India has since then come a long way. But our dear neighbour China always sets the bar so high that India seems to be that student who is almost passing but can never match up to that kid who’s definitely headed to an Indian Institute of Technology (IIT).

Then one fine day after decades of debate and decades of planning, we got the metro train. Debates spanned on whether we build the train underground or elevated, the routes kept getting planned and re-planned. The excitement for the common man that India has finally arrived was like a child hoping for ice-cream after a grueling exam. 

But during that decade of planning, another magical event happened in India ….. INTERNATIONAL  TRAVEL. Post the year 2000, Indians migrated to all parts of the world as the IT worker and suddenly we knew all about New York, New Jersey, California, Texas, Miami, Toronto, Singapore, London and many other cities. We were no more the snake charmers but the land that was causative of the zero which resulted in the rise of computing. While the Chinese had bettered us in the international movie scene, India and Indians were rarely mentioned i.e. without the snake charmer. Audiences jumped out of their seat when James Bond came to meet Vijay Amritraj the auto driver in Octopussy. Mera Bharat Mahaan!

But travel also revved the local growth as politicians and bureaucrats alike were put to test by that very comparison we grew up with. We went to Singapore and came back with the stories of how its a S$1000 fine if one were to spit on the street. We spoke of Singapore’s cleanliness, its meticulous transport system and the method to their madness. While back home, Surat ran into a plague in 1994 because of the garbage mess and many cities are following that path as the civic body and its employees are too busy robbing public money to go to Singapore and Thailand for a holiday. The local garbage issue by their standards is nothing to be concerned about. 

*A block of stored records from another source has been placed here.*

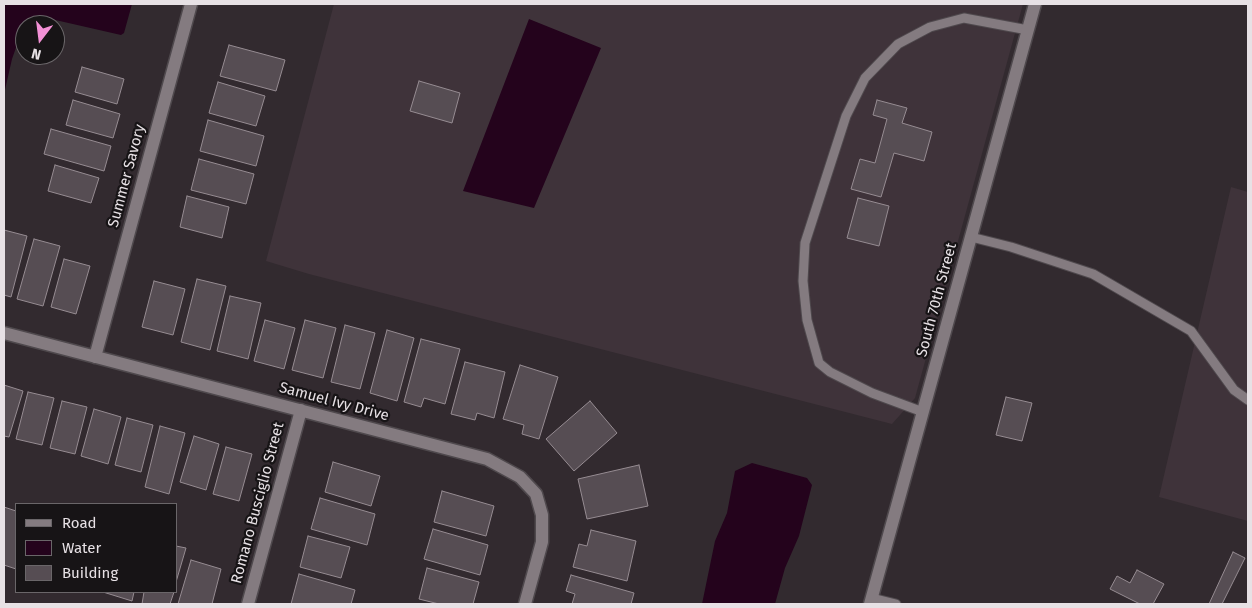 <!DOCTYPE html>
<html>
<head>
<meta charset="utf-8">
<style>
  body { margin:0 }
  #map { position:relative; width:1252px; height:608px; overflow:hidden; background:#322a2f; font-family:"Fira Sans",sans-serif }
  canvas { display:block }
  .frame { position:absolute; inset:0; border:5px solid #e7e1e5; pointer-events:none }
  .legend { position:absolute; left:15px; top:503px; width:162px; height:90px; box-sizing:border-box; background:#171416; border:1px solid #6a6669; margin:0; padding:6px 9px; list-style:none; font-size:15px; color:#e7e1e5 }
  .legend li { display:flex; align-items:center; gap:10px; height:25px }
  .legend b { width:25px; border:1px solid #6a6669 }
  .north { position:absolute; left:15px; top:15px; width:50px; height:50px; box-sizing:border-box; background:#171416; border:1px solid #6a6669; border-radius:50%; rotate:195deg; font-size:14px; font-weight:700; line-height:20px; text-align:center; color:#e7e1e5 }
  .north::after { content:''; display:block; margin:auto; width:18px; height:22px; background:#f391d6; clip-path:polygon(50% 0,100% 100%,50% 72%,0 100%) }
</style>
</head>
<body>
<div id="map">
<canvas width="1252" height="608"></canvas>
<div class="frame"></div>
<ul class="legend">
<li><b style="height:6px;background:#847b80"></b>Road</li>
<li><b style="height:14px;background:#24031c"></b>Water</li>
<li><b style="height:14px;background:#564d53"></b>Building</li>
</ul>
<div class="north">N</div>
</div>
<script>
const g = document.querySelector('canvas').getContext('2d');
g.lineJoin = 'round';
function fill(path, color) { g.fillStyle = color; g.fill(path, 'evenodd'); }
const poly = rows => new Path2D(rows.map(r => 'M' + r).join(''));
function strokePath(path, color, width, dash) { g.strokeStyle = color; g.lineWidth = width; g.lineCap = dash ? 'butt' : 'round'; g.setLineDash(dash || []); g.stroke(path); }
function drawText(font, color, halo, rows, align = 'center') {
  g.font = font + ' "Fira Sans",sans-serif'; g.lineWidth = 4.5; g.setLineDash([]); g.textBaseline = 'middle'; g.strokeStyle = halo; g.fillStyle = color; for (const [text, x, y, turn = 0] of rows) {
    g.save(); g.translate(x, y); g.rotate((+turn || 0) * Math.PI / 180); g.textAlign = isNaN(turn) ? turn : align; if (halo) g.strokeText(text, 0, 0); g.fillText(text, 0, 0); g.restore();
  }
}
fill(poly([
  [334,4,1023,4,915,398,892,424,309,274,266,261],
  [1231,187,1248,192,1248,521,1159,497]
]), '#3f333a');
fill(poly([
  [4,4,132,4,124,33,121,35,51,19,25,25,25,32,19,39,12,59,4,94],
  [529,19,601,48,534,208,463,191],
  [752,463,807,478,812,485,799,536,785,568,775,604,702,604,715,541,727,513,735,471]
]), '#24031c');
const building = poly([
  [229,45,285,60,276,91,220,76,229,45],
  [82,67,124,79,117,104,75,92,82,67],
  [419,81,460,93,452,123,410,111,419,81],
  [218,82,265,96,256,126,209,113,218,82],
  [73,100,120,114,113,138,66,125,73,100],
  [877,100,907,108,902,123,932,132,924,161,894,153,881,197,851,189,860,159,875,163,887,119,873,115,877,100],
  [208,120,264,136,256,166,200,151,208,120],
  [51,129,111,146,104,171,44,154,51,129],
  [199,159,254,174,246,204,191,190,199,159],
  [55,165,99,178,91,203,48,191,55,165],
  [187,196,229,207,222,238,180,227,187,196],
  [858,198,889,206,879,246,847,238,858,198],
  [4,230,27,236,11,297,4,295,4,230],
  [34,239,60,246,43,306,17,299,34,239],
  [64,259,90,266,76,314,51,307,64,259],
  [197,279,226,286,210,350,181,342,197,279],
  [154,281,185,289,173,335,142,327,154,281],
  [230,296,261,303,248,359,217,351,230,296],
  [265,320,295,328,284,369,254,361,265,320],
  [305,320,336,328,323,378,292,370,305,320],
  [345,325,375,333,360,389,331,382,345,325],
  [387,330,414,338,397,401,370,393,387,330],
  [421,339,460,349,445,404,424,398,421,407,404,402,421,339],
  [465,362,505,372,494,418,477,413,475,420,451,414,465,362],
  [520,365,558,377,539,439,522,434,524,425,503,419,520,365],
  [4,385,23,391,9,437,4,436,4,385],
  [28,392,54,398,42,445,16,439,28,392],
  [1006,397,1032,403,1022,441,996,435,1006,397],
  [62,401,87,407,75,454,50,448,62,401],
  [590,401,617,433,574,471,546,439,590,401],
  [94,409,121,417,108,464,81,456,94,409],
  [127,418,153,425,141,472,115,465,127,418],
  [160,426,185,433,169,494,145,487,160,426],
  [194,436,219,444,206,490,180,482,194,436],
  [226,447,252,454,239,501,213,494,226,447],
  [333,462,380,476,371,506,325,492,333,462],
  [639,465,648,506,587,519,578,479,639,465],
  [442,491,494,506,486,536,434,522,442,491],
  [320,498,375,514,367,545,311,529,320,498],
  [4,507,16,511,16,569,4,565,4,507],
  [433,529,488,545,480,575,424,559,433,529],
  [591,530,636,541,627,581,573,567,579,544,587,546,591,530],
  [308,536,350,547,341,578,300,567,308,536],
  [176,546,186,548,176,582,176,546],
  [1233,552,1245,558,1222,604,1209,604,1233,552],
  [191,560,221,569,212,604,178,604,191,560],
  [427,568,479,582,473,604,439,604,419,599,427,568],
  [1137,570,1164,584,1153,604,1140,604,1110,589,1117,576,1130,583,1137,570],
  [299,574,355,590,351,604,291,604,299,574],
  [571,575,634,593,631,604,572,604,575,594,566,591,571,575],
  [103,592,134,592,132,601,103,592],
  [144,592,174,592,170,604,142,604,144,592]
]);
fill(building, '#564d53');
strokePath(building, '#968c92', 1);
const lane = poly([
  [971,237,1011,247,1093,274,1191,331,1234,390,1248,400],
  [923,412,872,393,830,372,819,363,807,320,803,281,805,243,846,116,865,78,898,44,930,27,964,18,1028,30],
  [872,598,896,604]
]);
const street = poly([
  [4,333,487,459,520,477,536,494,542,515,542,542,525,604],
  [95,357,191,4],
  [248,604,301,410],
  [870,604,1035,4]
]);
strokePath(lane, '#4f494d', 11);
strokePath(street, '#4f494d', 15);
strokePath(lane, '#847b80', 9);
strokePath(street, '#847b80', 12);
drawText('15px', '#e7e1e5', '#171416', [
  ["Summer Savory",127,176,-75],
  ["South 70th Street",937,300,-75],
  ["Samuel Ivy Drive",334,402,15],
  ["Romano Busciglio Street",258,503,-75]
]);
</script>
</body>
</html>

My story is one of sheer awe for the Chinese who have not only provided a public transport system but a comfortable one for their people. It seems beyond doubt that THE CHINESE CARE BETTER FOR THEIR PEOPLE”.

A few years back I decided to take my family as a tourist to China to see what the brouhaha was about. What surprised me is a country which has taken its cities to another orbit. Shanghai was straight out of a sci-fi movie with boldly designed buildings, a Maglev train which moves at over 500km an hour between the city and the airport and so many other aspects that one must see the city to believe what I say.

A few days into our trip, we took a bold move at 7pm to take the metro train to go back to our hotel. The process of buying the ticket was efficient and not knowing Mandarin wasn’t a hindrance. But the shock was the ocean of heads on entering the station that made me think that I’m in a Bombay rail situation. But as Indians, “HOPE” was the one thing that stood tall and hence we didn’t turn back. Typically in India, our wait for an empty train would be endless. However, to our surprise, we moved smoothly towards the train, boarded the first one without playing rugby and the distance between me and the next person was a atleast over half an arms length. Wow!!!

Back in India, the Bangalore Metro opened and several months into its operation, I figured that I should take the train atleast once. The opportunity arose on MG Road when Uber was next to impossible to get and therefore the train was an exciting alternative. Getting tickets was not as easy and once on the platform, it was 40 minutes and 12 trains later that I got a train which was relatively less crowded (not a Velcro situation :-)). The train was packed throughout and got more and more busy. 

This got me thinking. Our bureaucrats want to provide us facilities as a result of all this comparison and constant talk that India is behind etc. etc. However, they also want to make the Indians pay for it by making it as uncomfortable as possible. This shows us that these politicians and bureaucrats don’t care about the Indian public as much as the Chinese bureaucrats and politicians do. Now hows that for a comparison.